When the housing market bubble burst in the mid to late 2000s it led to arguably the worst financial crisis in our nation’s history. No matter what you think of the victims of the shady loan practices that led to the collapse, one thing most everyone can agree on is that a tremendous breach of ethics by the banks was a major contributing factor. Now, if you’re like me you are probably fairly ignorant to the dynamics of finance in America and how financial practices led to this catastrophe. You may be able to conversationally offer something along the lines of, “Man, Wall Street, am I right?” to which everyone in the room will solemnly nod their approval, but the details of what happened and how we arrived at that horrible conclusion likely escape you. You probably don’t fully comprehend how a handful of eccentric Wall Street brokers managed to turn everyone else’s nightmare into a windfall for themselves and their investors. But you should. You should learn everything you can about this dark period of American history because knowledge is power and those who ignore history are doomed to repeat it. Perhaps a good place to start would be Adam McKay’s feature film adaptation of Michael Lewis’ best-selling novel The Big Short: Inside the Doomsday Machine, titled more simply, The Big Short.

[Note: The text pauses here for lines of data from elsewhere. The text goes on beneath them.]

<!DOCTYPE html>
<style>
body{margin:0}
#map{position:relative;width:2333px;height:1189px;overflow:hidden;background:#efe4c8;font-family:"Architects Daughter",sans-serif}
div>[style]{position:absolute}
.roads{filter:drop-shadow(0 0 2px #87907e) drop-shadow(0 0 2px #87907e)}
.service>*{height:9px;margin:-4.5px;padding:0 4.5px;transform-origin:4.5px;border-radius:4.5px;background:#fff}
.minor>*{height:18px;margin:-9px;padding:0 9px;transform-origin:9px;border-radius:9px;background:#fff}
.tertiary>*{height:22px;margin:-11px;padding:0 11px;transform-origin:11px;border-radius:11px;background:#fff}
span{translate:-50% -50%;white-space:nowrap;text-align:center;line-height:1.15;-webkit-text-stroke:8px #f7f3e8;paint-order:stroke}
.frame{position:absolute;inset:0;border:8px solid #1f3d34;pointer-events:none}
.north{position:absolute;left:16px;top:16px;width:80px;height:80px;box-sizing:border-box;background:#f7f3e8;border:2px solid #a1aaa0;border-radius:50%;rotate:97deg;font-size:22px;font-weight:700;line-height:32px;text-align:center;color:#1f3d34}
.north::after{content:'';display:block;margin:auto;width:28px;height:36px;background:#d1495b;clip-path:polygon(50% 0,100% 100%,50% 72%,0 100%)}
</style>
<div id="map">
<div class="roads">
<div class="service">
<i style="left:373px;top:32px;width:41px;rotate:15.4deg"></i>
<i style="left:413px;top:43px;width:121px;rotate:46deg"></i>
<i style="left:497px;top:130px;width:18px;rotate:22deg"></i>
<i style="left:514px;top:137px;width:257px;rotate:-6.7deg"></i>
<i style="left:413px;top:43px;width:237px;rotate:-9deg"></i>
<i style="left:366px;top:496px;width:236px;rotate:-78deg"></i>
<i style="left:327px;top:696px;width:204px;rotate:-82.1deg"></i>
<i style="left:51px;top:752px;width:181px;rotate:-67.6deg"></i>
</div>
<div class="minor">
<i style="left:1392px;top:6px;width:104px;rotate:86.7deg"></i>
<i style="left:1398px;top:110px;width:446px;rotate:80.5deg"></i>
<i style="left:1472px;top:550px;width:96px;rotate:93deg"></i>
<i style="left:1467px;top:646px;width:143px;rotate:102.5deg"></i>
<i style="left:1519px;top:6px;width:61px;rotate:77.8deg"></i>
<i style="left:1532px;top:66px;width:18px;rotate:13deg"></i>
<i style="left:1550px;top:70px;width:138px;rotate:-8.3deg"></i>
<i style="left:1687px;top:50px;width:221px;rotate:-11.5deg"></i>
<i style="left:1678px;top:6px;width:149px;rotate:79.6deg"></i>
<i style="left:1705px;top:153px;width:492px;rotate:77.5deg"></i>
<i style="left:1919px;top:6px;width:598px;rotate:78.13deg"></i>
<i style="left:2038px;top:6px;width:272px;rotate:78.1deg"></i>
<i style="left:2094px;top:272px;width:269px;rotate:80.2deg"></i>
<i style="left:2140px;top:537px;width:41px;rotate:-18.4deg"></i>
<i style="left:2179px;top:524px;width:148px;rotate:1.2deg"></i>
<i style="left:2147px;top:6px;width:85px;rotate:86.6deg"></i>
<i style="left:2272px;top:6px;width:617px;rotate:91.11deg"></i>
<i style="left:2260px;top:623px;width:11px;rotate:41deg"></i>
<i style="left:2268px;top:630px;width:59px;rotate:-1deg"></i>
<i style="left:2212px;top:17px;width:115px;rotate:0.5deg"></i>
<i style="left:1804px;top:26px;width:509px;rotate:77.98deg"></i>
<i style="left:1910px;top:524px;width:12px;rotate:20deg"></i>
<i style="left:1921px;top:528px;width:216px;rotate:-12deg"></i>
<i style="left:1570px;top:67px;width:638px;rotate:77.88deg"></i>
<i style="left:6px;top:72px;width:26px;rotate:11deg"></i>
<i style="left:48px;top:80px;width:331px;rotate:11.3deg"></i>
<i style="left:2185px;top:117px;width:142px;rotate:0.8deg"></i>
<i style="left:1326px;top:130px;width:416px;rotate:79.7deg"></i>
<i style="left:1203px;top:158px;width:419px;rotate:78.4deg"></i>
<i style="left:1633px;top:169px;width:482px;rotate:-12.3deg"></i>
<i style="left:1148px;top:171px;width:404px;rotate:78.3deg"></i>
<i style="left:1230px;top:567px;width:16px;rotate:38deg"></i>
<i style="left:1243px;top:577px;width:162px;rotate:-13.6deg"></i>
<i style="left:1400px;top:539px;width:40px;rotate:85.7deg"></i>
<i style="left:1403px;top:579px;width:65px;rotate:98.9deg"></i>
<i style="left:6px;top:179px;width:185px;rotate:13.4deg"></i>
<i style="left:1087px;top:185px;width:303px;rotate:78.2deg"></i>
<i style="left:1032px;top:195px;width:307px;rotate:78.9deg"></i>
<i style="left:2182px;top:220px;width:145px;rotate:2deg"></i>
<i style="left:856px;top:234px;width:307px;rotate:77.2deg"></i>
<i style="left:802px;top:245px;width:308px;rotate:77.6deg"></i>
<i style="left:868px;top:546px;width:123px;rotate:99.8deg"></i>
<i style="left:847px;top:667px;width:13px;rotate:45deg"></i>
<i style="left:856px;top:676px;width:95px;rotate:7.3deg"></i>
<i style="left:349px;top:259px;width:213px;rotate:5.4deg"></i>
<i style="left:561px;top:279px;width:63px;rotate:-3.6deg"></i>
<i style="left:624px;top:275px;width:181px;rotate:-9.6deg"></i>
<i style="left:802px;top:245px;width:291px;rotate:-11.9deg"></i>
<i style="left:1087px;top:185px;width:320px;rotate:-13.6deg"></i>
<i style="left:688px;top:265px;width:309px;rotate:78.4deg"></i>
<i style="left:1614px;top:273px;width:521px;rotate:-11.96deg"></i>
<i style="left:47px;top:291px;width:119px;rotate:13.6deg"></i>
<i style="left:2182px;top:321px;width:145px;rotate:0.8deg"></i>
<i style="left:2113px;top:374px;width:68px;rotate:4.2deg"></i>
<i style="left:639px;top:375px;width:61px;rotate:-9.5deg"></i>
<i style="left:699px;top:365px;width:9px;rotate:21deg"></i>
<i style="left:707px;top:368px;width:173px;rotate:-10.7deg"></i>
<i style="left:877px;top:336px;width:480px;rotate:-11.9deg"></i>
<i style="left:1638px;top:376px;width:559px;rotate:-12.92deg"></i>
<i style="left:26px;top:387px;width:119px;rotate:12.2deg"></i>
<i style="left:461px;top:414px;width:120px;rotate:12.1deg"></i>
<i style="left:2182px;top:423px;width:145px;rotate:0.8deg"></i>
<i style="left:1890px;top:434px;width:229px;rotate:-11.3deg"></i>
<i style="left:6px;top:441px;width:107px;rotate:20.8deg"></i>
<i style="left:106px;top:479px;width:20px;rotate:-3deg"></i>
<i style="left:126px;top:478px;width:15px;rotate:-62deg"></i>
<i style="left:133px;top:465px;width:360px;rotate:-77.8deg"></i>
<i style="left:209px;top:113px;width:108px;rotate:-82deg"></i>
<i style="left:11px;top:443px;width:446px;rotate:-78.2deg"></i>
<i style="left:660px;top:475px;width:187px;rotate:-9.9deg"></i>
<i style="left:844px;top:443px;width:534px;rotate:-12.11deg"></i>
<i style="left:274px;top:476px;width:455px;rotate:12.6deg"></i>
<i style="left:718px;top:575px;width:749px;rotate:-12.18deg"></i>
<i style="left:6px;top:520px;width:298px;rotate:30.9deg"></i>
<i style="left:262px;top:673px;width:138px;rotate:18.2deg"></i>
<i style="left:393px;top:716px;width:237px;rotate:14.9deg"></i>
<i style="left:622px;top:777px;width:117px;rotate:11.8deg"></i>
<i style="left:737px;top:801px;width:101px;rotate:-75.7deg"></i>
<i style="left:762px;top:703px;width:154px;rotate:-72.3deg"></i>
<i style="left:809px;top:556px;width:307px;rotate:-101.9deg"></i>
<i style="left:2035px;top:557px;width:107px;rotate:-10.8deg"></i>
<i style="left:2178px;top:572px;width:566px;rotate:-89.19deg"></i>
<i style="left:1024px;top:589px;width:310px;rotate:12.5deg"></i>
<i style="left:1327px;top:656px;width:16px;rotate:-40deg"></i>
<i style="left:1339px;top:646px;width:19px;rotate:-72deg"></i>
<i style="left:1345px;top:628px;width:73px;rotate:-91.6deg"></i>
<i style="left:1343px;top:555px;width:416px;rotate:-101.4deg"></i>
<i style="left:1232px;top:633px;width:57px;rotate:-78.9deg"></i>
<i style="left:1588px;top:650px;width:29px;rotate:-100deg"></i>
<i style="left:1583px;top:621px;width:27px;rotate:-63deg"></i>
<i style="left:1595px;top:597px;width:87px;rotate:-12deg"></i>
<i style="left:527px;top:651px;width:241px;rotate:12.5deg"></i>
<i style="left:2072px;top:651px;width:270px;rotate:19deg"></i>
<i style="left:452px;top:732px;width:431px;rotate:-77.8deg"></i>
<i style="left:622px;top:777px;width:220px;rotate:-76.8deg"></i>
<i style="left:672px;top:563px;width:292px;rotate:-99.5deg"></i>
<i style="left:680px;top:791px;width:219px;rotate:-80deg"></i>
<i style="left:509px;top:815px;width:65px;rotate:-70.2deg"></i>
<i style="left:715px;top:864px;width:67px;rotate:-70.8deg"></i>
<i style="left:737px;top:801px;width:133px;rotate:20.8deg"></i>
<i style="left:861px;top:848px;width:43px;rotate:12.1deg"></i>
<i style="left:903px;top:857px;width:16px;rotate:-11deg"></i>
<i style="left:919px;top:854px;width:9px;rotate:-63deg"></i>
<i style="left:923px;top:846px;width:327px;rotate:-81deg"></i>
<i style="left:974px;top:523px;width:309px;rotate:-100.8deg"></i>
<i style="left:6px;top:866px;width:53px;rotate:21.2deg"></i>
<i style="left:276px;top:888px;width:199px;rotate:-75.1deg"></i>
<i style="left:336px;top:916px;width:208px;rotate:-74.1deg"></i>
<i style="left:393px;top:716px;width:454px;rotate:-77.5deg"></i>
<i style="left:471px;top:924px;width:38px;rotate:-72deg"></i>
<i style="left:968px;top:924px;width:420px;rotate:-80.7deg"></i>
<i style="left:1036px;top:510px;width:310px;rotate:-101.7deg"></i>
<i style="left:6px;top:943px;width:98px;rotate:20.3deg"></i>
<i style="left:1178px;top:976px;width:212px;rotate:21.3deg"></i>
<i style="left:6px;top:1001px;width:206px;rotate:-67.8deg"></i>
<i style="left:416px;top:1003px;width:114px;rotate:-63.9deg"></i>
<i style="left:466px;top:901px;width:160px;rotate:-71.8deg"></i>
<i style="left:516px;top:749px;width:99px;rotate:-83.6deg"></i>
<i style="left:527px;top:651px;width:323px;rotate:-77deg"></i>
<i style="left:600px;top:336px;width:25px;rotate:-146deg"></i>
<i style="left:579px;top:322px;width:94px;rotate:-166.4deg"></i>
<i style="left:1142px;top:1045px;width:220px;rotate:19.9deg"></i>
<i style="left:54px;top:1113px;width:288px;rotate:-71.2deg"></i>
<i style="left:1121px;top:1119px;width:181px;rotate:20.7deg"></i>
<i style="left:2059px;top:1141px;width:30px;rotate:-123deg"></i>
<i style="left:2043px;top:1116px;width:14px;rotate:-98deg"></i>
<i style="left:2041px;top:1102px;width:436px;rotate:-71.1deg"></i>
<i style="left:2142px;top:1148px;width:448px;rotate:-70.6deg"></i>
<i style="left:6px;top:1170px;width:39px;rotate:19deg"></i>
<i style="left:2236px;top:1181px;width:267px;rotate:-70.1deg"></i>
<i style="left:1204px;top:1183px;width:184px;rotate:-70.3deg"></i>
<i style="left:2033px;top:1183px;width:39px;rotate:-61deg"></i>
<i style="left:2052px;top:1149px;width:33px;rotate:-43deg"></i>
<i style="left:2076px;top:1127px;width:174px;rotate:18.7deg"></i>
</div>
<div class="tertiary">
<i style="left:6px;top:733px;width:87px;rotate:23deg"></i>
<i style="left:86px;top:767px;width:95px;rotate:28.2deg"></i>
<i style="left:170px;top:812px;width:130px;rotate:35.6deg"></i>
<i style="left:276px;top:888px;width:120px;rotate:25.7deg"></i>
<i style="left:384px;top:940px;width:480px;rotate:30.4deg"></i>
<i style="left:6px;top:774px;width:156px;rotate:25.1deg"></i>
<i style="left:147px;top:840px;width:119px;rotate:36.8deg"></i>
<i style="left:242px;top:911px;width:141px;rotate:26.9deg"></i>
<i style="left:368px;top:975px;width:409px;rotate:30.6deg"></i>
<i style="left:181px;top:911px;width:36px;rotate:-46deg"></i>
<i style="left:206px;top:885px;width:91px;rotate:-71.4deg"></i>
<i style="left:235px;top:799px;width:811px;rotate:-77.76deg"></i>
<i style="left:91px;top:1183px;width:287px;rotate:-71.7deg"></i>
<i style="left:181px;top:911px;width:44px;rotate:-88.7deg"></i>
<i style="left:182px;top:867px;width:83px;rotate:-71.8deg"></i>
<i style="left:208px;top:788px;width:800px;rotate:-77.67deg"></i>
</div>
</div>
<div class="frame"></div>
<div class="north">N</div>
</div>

In The Big Short Christian Bale plays Michael Burry, a socially inept yet brilliant fund manager who first discovers that the housing bubble is in danger of collapsing and decides to take advantage of the dilemma by essentially betting against the banks. Once word gets out about what Burry has been up to, other Wall Street outliers take heed and follow in his footsteps leveraging their own financial success against the wellbeing of the American people.
The Big Short works phenomenally well as a fictitious take on actual events. It plays as a documentary at times, doing as good a job of explain the foibles of banking and Wall Street to the layman as can be expected in a theatrical forum. It also creates dynamic characters that make the story breathe. Most notably, Steve Carrell as Mark Baum, another fund manager crippled by personal tragedy and an overabundance of conscience unbefitting his profession, gives the story something of a hero to rally behind. Of course, this is where The Big Short fails as a true account of the real life market collapse. These men were gambling on failure. They profited enormously from the doom of many others nearly as much as the banks had up until that point. To make heroes out of these men is not the easiest sell.
The greatest real world asset this film has going for it is aforementioned way it explains the financial terminology and the events of that crisis in a way that the average person can more easily comprehend than those in the market would prefer-a point the film makes early on that is hard to argue. This is no easy task, considering it’s still a lot to take in, but it’s a terrific place to start.
The Big Short has a flashy style and impressive acting from players too numerous to mention here. It is sure to be an academy favorite if not an awards season juggernaut. On top of that, it is a great introduction to understanding one of the most important moments in our recent history. It’s well worth the price of admission.